In that light it is also imperative to take into account the prime minister’s statement at the DRDO programme this Saturday that India was not interested in an arms race.

But more importantly, this potential development could develop a kink in the country’s ongoing negotiations with the USA and the Nuclear Suppliers’ Group. The latter’s approach to the nuclear deal with India is markedly different from the way New Delhi would like to view them. For them the byword for an accommodation with India is ‘strategic restraint.’ That covers all aspects of nuclear weapons development; technological, doctrinal and operational. Considering the Indian SSBN would create a quantum leap in the country’s capacities, it would signal substantial changes in its nuclear posture.

This writer had written in 2004, in the Hard News magazine that “They (the new UPA government) will have to take tough decision in their five year term on how to pace the development of the nuclear powered submarine project (coyly termed Advanced Technology Vehicle) so the country can complete the nuclear triad. And then again once it gets completed, the government will have to decide whether to deploy nuclear armed ballistic missiles on them – an axiom that leaves little room for manoeuvre. This will have to be followed by extension the decision about how to define the command and control of those weapons aboard a submarine that stays underwater most of the time, thus creating communication hurdles.”

Singh’s government seems to have fulfilled the first condition of ascribing its approach towards the country’s nuclear deterrent – ‘pacing of the ATV project.’ They will now need to take the attendant decisions that create the operational environment for the SSBN.

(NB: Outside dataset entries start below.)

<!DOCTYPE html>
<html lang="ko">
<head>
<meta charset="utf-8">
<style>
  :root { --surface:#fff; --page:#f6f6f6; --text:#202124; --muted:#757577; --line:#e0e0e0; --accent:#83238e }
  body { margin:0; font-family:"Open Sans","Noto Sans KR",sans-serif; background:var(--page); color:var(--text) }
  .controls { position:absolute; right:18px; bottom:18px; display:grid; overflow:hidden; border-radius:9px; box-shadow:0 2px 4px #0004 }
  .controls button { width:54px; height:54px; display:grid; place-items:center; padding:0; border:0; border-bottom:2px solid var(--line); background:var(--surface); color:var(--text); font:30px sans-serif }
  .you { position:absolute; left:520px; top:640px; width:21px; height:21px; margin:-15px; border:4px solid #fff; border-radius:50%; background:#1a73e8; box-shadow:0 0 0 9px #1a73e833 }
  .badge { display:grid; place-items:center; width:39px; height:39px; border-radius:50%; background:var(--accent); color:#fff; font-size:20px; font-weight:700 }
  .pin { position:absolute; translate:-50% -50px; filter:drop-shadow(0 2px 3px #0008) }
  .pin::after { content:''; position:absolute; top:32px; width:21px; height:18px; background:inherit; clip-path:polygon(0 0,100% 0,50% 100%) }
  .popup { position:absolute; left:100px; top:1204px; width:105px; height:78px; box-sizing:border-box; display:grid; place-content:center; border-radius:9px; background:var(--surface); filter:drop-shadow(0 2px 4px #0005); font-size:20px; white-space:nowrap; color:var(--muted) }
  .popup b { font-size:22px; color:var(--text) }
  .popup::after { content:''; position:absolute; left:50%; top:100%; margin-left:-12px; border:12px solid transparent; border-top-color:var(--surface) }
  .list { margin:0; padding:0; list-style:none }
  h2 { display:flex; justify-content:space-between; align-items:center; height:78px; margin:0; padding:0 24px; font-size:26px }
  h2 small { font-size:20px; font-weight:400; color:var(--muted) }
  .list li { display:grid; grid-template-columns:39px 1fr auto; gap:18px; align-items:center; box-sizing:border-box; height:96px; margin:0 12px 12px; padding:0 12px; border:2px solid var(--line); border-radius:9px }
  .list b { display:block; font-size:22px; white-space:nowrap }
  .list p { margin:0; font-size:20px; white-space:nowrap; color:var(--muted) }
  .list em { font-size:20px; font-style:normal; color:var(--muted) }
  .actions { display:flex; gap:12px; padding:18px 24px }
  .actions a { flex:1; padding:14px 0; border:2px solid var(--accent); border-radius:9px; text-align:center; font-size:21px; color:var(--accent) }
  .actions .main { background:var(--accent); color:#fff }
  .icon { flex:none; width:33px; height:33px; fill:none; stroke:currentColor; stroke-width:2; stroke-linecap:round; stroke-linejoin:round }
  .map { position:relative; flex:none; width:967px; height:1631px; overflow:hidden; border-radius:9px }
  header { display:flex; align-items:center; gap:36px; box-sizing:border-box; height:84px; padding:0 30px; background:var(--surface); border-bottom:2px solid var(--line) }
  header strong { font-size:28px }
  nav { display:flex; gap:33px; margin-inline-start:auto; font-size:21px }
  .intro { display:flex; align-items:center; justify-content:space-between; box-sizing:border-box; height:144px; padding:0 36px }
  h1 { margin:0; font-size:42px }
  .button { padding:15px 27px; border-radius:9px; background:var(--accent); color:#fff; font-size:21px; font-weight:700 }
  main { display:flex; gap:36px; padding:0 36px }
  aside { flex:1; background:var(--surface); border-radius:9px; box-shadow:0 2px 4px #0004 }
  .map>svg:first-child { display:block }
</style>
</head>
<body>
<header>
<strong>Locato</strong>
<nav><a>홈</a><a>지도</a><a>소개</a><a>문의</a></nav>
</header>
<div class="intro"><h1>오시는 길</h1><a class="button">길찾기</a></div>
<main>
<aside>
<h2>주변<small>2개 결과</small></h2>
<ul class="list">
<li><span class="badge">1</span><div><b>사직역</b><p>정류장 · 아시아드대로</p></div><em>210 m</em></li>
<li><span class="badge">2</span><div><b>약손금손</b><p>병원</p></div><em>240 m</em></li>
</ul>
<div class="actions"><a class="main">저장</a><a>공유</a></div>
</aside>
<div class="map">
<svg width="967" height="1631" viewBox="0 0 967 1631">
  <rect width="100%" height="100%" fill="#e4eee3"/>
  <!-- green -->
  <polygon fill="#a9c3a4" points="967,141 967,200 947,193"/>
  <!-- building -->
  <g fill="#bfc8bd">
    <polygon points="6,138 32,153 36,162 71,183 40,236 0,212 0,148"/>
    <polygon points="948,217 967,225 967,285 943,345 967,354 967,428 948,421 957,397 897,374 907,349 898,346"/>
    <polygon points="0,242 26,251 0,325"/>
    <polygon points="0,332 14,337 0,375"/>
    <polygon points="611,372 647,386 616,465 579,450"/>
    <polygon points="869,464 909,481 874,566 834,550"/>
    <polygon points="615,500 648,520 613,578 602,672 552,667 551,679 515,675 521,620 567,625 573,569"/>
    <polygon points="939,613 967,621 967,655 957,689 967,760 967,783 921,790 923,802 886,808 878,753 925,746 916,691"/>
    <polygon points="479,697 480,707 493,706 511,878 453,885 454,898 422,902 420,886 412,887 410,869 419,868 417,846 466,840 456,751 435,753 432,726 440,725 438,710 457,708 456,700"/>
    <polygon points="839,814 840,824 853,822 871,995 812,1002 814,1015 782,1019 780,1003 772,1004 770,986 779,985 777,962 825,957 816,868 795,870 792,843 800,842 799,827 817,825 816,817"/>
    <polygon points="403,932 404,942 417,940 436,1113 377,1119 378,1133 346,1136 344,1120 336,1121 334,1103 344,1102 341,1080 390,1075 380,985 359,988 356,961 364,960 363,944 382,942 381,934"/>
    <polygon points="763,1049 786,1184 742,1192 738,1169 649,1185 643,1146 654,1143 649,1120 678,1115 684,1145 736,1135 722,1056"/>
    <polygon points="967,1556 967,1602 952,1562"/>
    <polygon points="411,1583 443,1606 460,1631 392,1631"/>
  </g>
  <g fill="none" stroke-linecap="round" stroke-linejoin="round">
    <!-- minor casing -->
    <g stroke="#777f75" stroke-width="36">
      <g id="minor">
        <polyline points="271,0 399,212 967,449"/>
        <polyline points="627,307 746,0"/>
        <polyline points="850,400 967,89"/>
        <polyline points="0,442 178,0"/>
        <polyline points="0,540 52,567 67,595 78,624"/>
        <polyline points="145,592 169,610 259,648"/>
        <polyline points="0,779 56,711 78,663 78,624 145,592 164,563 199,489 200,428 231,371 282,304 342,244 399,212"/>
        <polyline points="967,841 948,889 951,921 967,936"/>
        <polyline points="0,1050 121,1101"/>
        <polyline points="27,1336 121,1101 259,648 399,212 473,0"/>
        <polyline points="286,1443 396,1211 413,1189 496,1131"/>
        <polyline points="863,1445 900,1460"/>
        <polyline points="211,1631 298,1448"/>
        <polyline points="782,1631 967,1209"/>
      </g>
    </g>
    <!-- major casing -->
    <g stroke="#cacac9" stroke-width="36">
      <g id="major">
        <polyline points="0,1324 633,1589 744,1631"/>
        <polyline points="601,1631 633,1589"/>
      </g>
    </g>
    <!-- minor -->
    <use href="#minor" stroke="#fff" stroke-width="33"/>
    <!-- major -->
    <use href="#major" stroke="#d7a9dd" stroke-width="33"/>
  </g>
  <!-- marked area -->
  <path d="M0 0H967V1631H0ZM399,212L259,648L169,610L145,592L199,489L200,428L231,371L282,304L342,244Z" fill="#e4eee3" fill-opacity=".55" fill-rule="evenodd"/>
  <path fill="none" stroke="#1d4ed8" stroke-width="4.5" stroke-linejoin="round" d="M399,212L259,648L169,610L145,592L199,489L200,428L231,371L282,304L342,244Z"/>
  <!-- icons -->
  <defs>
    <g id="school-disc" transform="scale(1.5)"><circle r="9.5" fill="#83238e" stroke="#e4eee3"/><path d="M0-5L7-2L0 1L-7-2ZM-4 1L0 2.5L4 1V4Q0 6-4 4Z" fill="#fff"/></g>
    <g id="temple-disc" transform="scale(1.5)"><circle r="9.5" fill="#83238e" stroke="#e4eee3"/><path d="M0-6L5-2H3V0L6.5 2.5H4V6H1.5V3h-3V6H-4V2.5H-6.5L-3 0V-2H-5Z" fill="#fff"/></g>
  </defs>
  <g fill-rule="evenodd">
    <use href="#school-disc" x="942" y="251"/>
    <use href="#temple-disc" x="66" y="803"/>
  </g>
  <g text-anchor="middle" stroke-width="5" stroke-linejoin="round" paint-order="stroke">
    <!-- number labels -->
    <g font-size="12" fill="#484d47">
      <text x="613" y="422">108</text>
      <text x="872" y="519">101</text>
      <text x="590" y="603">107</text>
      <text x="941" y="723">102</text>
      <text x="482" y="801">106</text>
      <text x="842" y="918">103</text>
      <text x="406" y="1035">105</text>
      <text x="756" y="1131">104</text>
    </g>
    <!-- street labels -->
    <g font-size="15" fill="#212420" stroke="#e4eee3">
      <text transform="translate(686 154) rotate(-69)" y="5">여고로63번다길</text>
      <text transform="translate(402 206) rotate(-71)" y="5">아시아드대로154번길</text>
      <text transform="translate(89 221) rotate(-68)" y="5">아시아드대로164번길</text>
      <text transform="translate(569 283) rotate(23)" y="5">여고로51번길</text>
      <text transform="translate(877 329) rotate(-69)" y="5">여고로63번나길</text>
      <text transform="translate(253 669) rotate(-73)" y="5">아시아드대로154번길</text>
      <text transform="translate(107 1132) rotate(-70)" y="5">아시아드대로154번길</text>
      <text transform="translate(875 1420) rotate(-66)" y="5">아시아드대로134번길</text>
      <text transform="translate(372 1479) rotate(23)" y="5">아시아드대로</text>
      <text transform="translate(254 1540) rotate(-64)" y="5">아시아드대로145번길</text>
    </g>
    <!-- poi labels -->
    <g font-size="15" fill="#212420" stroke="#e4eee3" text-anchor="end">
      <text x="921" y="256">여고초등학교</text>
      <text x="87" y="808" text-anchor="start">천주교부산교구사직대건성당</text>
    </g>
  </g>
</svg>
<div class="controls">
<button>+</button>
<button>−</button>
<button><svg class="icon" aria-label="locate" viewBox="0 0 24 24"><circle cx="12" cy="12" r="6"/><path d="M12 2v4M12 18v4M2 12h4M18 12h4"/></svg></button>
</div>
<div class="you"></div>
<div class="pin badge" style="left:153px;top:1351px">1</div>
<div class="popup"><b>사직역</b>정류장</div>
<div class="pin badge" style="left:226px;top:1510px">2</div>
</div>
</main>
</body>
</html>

The DRDO, on the other hand, has taken a major leap in unshackling itself from many of the calumny that has been heaped on it in the last few years. Faced with multi-billion dollar procurement plan of the armed forces that can make and unmake many fortunes, alongwith the USA making a serious bid to enter the Indian market on the back of its ‘strategic partnership,’ serious doubts were cast on the DRDO’s ability to deliver on promises about indigenous weapon systems. With this new development it has fairly responded to many of its critics.

But the UPA government has to begin where the DRDO would end. It will have to decide how far the precipitous slope of the nuclear mountain it wishes to climb, and where does the minimum mark of the ‘minimum credible deterrent’ lie. It will also have to decide how much its platitudes about not enjoining “zero sum games” carry. And from that perspective, how much will all this secure the people of India?